Waterkeeper Moves to Intervene in Texas’ Lawsuit Over Dow Chemical’s Plastic Pollution
Local group hopes to join the suit to ensure environmental enforcement that would prevent plastic pollution from entering San Antonio Bay
Contacts
Dustin Renaud, drenaud@earthjustice.org
Ari Phillips, aphillips@environmentalintegrity.org
Today, San Antonio Bay Estuarine Waterkeeper (SABEW), represented by Earthjustice and Environmental Integrity Project (EIP), filed a petition to intervene in Texas’ lawsuit against Union Carbide, Dow Hydrocarbons, and Braskem.
The petition is being filed because SABEW’s participation in the lawsuit is necessary to ensure real and lasting improvements at the 4,700-acre Dow Seadrift, Texas plastics production complex, where SABEW and the State of Texas have documented habitual plastic pollution.
“I have watched plastic pellets pour out of that plant and into our waterways for years. It is unbelievable,” said Diane Wilson, executive director of San Antonio Bay Estuarine Waterkeeper and lifelong Seadrift resident. “We are intervening to make sure this case actually cleans up the mess Dow has made and commits the company to zero discharge of plastic pellets from their facility into the bay.”
In December, SABEW submitted a Notice of Intent to Sue the three plastics companies at the Seadrift facility, notifying them that SABEW planned to file a citizen suit against them under the federal Clean Water Act. Then, before SABEW could file suit, the Texas Attorney General’s office filed its own lawsuit against Union Carbide, Dow Hydrocarbons, and Braskem, in Texas state court on February 13. Now, SABEW is seeking to intervene in the state’s case against the three companies, to present evidence and pursue a robust outcome through the lawsuit.
“For too long, Union Carbide, Dow Hydrocarbons, and Braskem have operated in habitual noncompliance, treating the waterways of coastal Texas as its private dump for microplastics,” said Laura Thoms, Enforcement Director for Earthjustice. “The state’s lawsuit acknowledges dozens of violations but risks becoming a shield rather than a sword for the community. We are intervening to make sure this litigation delivers what the people of Seadrift and San Antonio Bay deserve: a permanent end to plastic pollution from the plant and real accountability for its years of illegal pollution.”

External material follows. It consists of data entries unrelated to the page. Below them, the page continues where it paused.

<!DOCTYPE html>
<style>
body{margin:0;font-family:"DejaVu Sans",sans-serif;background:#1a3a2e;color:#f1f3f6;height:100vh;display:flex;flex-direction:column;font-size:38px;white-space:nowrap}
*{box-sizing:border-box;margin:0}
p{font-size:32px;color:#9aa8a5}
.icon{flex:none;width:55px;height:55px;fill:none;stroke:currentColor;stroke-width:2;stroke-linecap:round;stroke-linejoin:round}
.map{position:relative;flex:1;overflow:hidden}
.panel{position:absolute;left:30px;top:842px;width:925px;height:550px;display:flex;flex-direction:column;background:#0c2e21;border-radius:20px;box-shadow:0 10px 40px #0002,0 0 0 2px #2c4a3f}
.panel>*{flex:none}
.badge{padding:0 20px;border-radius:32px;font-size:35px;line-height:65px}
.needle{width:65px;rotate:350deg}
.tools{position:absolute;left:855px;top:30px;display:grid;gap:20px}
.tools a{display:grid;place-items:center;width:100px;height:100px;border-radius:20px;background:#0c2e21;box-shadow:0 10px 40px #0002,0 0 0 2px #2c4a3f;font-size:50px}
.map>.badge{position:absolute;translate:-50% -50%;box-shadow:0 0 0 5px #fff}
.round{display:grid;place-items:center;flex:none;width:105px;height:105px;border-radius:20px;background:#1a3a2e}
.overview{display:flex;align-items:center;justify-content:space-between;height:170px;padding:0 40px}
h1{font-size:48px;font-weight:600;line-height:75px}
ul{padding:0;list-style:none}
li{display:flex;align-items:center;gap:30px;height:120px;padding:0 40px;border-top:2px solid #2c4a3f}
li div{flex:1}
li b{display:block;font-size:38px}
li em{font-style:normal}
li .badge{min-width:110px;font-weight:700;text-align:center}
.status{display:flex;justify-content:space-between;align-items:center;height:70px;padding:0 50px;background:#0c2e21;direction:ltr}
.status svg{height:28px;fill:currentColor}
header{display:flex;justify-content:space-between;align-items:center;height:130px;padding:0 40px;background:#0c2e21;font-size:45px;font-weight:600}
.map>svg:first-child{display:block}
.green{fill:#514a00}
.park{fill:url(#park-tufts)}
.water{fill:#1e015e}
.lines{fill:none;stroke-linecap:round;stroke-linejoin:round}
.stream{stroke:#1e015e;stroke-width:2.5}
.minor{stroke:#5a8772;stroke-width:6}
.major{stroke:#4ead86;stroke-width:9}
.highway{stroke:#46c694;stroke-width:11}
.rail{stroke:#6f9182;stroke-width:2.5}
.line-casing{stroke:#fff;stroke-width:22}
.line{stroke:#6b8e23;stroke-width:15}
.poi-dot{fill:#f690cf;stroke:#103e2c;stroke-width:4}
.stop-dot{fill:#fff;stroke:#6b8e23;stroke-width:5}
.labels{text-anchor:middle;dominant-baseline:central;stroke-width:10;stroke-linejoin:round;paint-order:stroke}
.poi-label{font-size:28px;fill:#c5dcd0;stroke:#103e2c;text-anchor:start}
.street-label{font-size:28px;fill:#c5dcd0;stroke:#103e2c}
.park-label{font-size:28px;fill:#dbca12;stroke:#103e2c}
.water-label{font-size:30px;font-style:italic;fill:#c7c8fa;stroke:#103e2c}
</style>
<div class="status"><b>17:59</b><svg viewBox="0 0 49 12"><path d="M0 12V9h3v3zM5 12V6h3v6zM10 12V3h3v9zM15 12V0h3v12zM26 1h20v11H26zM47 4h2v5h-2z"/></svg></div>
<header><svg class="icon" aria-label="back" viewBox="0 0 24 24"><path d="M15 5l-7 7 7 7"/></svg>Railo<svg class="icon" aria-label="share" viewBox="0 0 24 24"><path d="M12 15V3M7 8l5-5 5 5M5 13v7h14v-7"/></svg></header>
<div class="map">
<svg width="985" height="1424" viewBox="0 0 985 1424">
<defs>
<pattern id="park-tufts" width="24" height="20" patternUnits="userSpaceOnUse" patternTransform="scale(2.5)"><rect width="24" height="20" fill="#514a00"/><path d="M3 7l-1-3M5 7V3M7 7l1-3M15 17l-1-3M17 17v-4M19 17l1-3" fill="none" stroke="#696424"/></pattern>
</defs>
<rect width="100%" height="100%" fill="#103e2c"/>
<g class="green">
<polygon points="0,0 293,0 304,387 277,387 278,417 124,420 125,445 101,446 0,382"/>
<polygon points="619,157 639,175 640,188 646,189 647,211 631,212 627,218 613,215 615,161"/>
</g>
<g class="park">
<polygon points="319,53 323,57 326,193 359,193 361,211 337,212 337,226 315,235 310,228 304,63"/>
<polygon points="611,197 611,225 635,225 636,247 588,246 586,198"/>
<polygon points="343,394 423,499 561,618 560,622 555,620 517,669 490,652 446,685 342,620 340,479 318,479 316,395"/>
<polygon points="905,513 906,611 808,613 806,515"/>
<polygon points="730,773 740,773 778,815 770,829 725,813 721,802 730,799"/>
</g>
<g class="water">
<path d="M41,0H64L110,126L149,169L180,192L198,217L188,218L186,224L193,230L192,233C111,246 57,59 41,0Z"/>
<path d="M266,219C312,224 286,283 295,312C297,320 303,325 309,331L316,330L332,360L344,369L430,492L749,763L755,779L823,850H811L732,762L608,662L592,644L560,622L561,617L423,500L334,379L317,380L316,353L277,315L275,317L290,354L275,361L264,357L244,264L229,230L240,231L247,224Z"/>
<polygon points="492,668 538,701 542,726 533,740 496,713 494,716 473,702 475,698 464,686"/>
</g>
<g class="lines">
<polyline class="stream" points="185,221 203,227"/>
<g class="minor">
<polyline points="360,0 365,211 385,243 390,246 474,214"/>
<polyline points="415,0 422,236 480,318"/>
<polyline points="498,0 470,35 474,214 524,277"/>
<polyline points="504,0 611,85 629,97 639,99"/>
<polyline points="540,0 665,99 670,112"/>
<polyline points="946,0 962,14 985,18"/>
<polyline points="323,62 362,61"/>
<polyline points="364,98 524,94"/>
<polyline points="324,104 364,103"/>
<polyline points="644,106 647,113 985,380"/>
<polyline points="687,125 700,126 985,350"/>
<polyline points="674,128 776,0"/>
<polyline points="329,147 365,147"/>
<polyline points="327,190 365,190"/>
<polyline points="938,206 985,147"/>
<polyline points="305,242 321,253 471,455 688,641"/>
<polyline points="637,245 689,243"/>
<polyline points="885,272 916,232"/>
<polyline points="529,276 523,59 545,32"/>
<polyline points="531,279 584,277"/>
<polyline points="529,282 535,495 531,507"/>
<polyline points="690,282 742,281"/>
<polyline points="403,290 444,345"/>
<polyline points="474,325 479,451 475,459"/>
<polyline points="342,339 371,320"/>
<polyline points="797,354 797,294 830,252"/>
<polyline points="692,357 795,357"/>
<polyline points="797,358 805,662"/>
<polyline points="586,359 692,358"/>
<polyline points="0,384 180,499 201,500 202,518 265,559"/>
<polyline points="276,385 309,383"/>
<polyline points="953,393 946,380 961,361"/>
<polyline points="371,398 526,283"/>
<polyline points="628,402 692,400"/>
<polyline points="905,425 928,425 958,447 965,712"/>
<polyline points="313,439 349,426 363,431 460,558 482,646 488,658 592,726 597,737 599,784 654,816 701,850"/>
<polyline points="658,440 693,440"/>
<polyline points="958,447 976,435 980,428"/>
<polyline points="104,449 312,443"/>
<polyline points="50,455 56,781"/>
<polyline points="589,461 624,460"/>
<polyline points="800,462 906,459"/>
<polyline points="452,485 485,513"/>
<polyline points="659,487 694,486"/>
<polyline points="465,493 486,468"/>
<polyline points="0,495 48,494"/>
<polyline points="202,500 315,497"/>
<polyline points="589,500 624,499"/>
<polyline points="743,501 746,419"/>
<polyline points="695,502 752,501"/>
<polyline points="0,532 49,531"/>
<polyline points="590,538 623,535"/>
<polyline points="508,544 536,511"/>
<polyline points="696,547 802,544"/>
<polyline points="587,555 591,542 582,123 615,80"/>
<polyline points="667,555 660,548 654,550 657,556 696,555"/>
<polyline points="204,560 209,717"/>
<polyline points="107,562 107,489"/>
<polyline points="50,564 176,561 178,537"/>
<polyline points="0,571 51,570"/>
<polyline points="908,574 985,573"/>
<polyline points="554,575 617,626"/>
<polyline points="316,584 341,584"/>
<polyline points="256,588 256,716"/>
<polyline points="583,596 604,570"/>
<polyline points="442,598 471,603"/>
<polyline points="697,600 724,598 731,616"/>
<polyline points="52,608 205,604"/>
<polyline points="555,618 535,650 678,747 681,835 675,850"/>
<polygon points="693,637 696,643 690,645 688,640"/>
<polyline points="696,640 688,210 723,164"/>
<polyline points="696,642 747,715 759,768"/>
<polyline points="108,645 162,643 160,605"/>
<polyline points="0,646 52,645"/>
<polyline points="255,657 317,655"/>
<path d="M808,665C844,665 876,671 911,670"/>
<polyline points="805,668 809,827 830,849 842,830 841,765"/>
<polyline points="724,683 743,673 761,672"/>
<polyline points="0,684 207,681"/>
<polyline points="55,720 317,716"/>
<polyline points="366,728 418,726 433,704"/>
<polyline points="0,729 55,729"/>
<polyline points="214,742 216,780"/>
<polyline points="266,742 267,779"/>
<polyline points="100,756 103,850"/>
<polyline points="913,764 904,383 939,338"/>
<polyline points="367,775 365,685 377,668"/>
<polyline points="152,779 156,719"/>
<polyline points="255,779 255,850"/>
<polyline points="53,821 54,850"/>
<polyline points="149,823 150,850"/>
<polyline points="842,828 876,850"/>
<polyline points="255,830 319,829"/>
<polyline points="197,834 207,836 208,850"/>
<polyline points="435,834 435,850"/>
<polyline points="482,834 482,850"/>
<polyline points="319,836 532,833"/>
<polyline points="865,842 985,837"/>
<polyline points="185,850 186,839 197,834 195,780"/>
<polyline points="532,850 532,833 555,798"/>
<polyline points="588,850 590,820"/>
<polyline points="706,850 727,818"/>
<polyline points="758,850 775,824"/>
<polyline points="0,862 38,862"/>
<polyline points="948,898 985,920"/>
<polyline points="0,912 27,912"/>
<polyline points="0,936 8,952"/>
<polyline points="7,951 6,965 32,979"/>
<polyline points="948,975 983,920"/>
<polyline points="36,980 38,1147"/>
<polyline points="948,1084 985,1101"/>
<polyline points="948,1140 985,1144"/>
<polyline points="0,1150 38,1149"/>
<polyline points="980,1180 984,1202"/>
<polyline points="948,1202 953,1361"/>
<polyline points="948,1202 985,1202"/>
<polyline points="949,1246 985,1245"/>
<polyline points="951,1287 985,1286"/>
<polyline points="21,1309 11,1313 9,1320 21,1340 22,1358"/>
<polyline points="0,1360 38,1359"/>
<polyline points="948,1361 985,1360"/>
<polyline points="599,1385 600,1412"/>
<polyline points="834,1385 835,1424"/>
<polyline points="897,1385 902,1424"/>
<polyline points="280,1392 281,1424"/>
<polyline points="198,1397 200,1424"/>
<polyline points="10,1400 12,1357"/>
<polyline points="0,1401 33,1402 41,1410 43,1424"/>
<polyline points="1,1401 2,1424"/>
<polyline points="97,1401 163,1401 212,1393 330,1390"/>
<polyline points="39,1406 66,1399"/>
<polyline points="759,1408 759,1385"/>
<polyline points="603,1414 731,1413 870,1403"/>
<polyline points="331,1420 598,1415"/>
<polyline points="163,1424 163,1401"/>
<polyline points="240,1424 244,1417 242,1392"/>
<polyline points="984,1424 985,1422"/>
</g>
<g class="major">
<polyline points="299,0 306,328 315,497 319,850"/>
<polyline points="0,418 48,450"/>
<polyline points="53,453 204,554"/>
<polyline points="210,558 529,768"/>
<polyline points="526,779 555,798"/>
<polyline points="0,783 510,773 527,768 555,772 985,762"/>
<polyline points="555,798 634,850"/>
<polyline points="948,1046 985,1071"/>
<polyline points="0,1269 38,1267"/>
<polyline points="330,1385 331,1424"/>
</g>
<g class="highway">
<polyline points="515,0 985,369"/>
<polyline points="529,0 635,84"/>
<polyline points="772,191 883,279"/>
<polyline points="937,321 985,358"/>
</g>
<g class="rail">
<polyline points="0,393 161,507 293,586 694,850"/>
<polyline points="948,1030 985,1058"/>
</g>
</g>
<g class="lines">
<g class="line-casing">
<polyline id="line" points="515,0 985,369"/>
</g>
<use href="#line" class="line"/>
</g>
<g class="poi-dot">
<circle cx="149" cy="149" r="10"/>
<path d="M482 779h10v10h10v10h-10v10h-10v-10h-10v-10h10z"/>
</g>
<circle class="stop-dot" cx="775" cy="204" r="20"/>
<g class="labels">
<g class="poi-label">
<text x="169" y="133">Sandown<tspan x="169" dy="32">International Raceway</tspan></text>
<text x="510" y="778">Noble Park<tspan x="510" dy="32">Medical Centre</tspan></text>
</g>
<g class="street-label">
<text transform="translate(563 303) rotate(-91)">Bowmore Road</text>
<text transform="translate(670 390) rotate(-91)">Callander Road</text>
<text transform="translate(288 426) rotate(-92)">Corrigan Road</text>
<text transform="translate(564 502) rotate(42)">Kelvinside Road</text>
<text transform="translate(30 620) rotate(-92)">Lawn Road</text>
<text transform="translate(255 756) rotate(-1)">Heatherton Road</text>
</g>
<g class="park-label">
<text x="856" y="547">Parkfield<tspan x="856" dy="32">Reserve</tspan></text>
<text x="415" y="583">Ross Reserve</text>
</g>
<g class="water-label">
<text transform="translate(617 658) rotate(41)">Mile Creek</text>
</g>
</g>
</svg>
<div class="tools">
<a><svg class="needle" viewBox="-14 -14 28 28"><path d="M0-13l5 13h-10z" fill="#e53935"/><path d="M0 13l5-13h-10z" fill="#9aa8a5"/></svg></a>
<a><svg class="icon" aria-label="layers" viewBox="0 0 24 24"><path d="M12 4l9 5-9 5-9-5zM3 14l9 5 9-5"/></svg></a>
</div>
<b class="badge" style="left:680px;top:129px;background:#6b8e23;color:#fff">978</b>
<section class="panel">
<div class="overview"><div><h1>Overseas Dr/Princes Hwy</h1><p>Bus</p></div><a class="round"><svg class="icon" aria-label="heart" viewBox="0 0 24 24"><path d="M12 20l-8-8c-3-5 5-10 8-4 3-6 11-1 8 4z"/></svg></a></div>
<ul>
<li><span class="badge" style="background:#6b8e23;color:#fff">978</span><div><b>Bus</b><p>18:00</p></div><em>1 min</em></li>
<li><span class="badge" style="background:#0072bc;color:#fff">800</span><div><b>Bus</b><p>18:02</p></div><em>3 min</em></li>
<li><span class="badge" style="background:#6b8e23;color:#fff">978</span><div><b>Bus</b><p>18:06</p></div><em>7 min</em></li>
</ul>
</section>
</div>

The companies’ Texas wastewater permit allows for the discharge of no more than “trace amounts” of “floating solids.” Despite this limit, Diane Wilson and SABEW’s waterkeepers have observed and collected millions of pellets around the facility. In fact, on a single day of sampling on New Year’s Eve 2025, Diane and her team collected millions of pellets from an embankment on the Victoria Barge Canal less than two miles from the Seadrift facility.
Instead of properly operating and maintaining the facility and updating its pollution controls, Dow recently asked the Texas Commission on Environmental Quality (TCEQ) for a lax permit that would grant permission to dump plastic products directly into the bay. If granted, this would be a first-of-its-kind permit in Texas.
Yet, TCEQ had ordered the plant to stop discharging plastic pellets in a 2021 administrative order, and TCEQ investigations in 2023 and January 2026 documented that plastic pellets were still being discharged.
“The owners of the Seadrift plastics plant must be made to clean up the damage they’ve caused to Texas waterways by years of unfettered dumping of microplastics,” said Mary Greene, Director of Enforcement for the Environmental Integrity Project. “The lawsuit filed by the state alleges serious violations and we are intervening to make sure the outcome results in full cleanup of the mess, additional projects to benefit local waterways, and improvements at the plant to prevent future violations.”
This petition for intervention follows SABEW’s landmark lawsuit against Formosa Plastics, a neighboring chemical complex, for chronic discharges of plastic pellets. That lawsuit resulted in a 2019 settlement that has since required Formosa to pay millions in penalties, fund cleanup projects, and provide wastewater testing. The settlement also called for zero discharge of plastic pellets from Formosa Plastics’ facility — an outcome SABEW is also seeking in the case against Dow.